In 1977, he started playing in the Alberta Major Soccer League with Edmonton Victoria. Throughout the season, he was selected to the Edmonton Select team, which faced Eintracht Braunschweig. After the conclusion of the summer season, he played in the Edmonton Indoor Soccer League with Edmonton Croatia during the 1978 winter season. He trained with California Surf and played in several preseason matches the following season.

In 1979, he resumed playing in the local Alberta soccer circuit with Northwest United. He re-signed with Northwest the following season.

== Managerial career ==
Bilches began transitioning to the managerial side by becoming the player-coach for Team Argentina in the 1978 Mini World Cup soccer tournament. In the winter of 1980, he served as the head coach for Edmonton Italo-Canadians in the Edmonton District Soccer Association's indoor league. In 1990, he returned to the province of Ontario to manage America United in the National Soccer League. He was the head coach for NSL rivals Scarborough International for the 1991 season. He continued coaching in the NSL in 1993 when he was hired by Windsor Wheels in the preseason. Unfortunately, his stint in Windsor was short-lived as he was dismissed after the arrival of new ownership.

The Ontario Soccer Association named Bilches as their under-15 provincial head coach in 1995. He began managing the Honduran side Atlético Independiente during the 1997–98 season. After his stint in Honduras, he managed at the international level in 1999 when he was named the head coach for the Belize national football team and managed the squad throughout the 1999 UNCAF Nations Cup. The Football Federation of Belize renewed his contract in late 1999 and also served as the head coach for the under-23 national team. Bilches received some criticism during his time with the national team as several players disagreed over his coaching style.

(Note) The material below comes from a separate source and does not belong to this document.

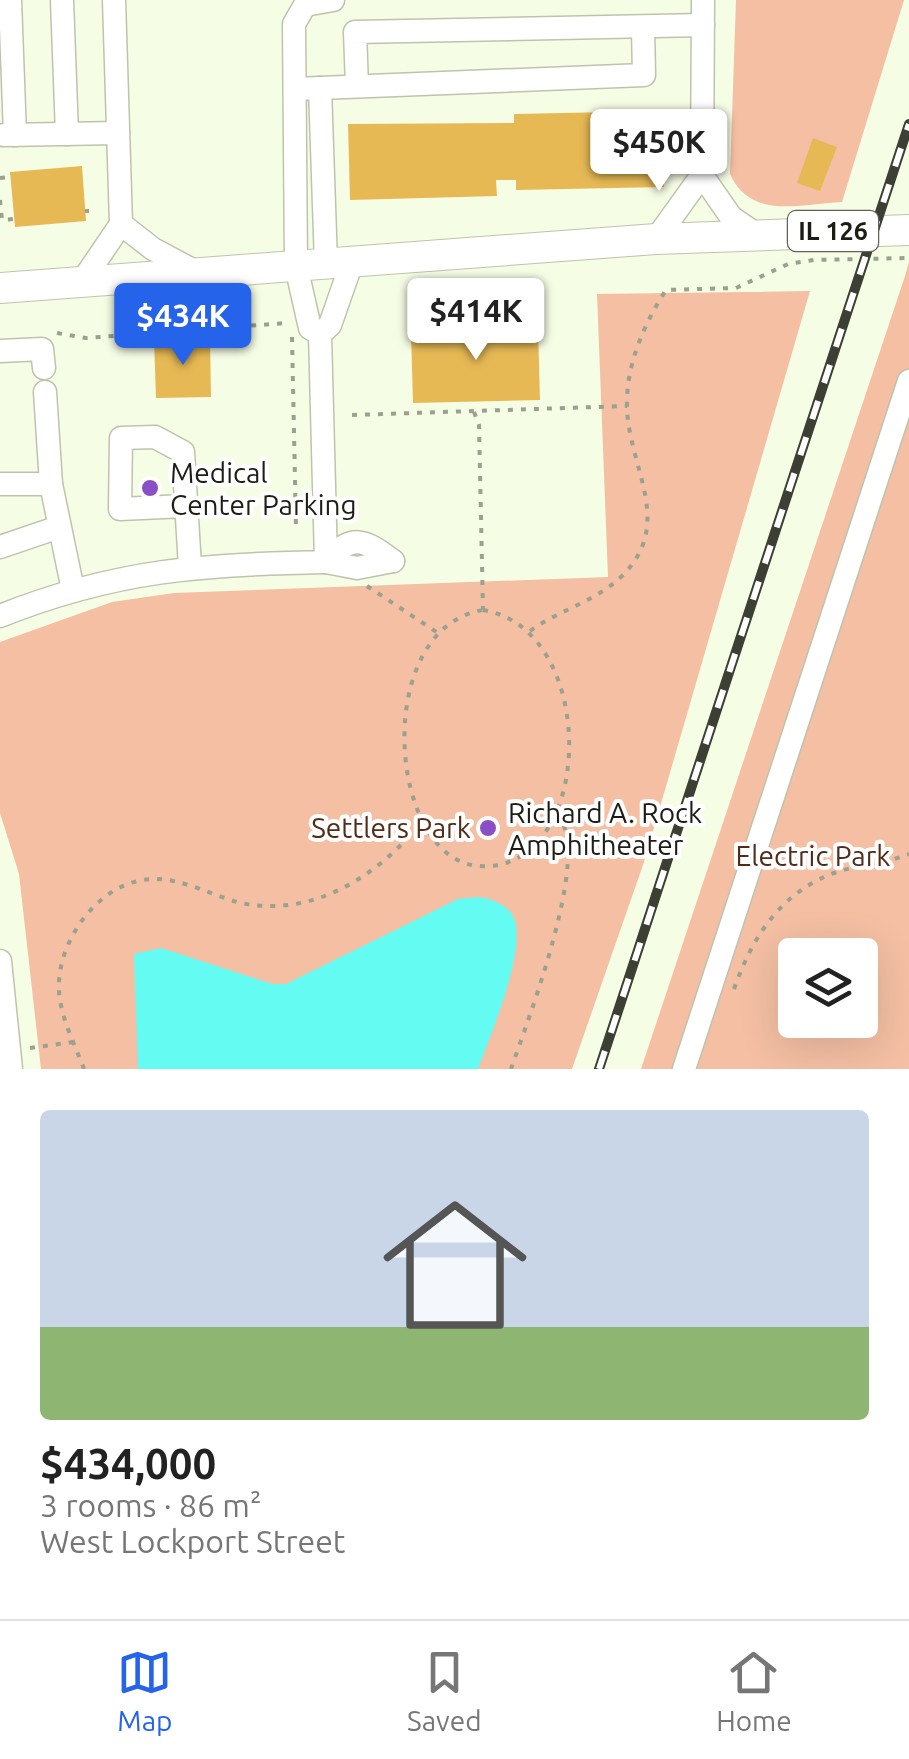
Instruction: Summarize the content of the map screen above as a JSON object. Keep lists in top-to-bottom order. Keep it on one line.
{"streets":{"main road":["IL 126"]},"parks":["Settlers Park","Electric Park"],"places":["Medical Center Parking","Richard A. Rock Amphitheater"],"page":{"price":["$450K","$414K","$434K"],"list":[{"name":"$434,000","note":"3 rooms · 86 m² · West Lockport Street"}],"tabs":["Map","Saved","Home"]}}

In 2005, he was named the technical director for Persipura Jayapura in the Liga Indonesia Premier Division, where the club claimed the championship title against Persija Jakarta. He would return to manage in Indonesia in late 2006, where he signed with PSM Makassar and extended his contract for the 2007 season. Unfortunately, he resigned from his position before the commencement of the 2007 season.

In 2011, he was named the head coach for Curaçao. Throughout his tenure with Curaçao, the team failed to advance past the group stage in the 2014 FIFA World Cup qualification.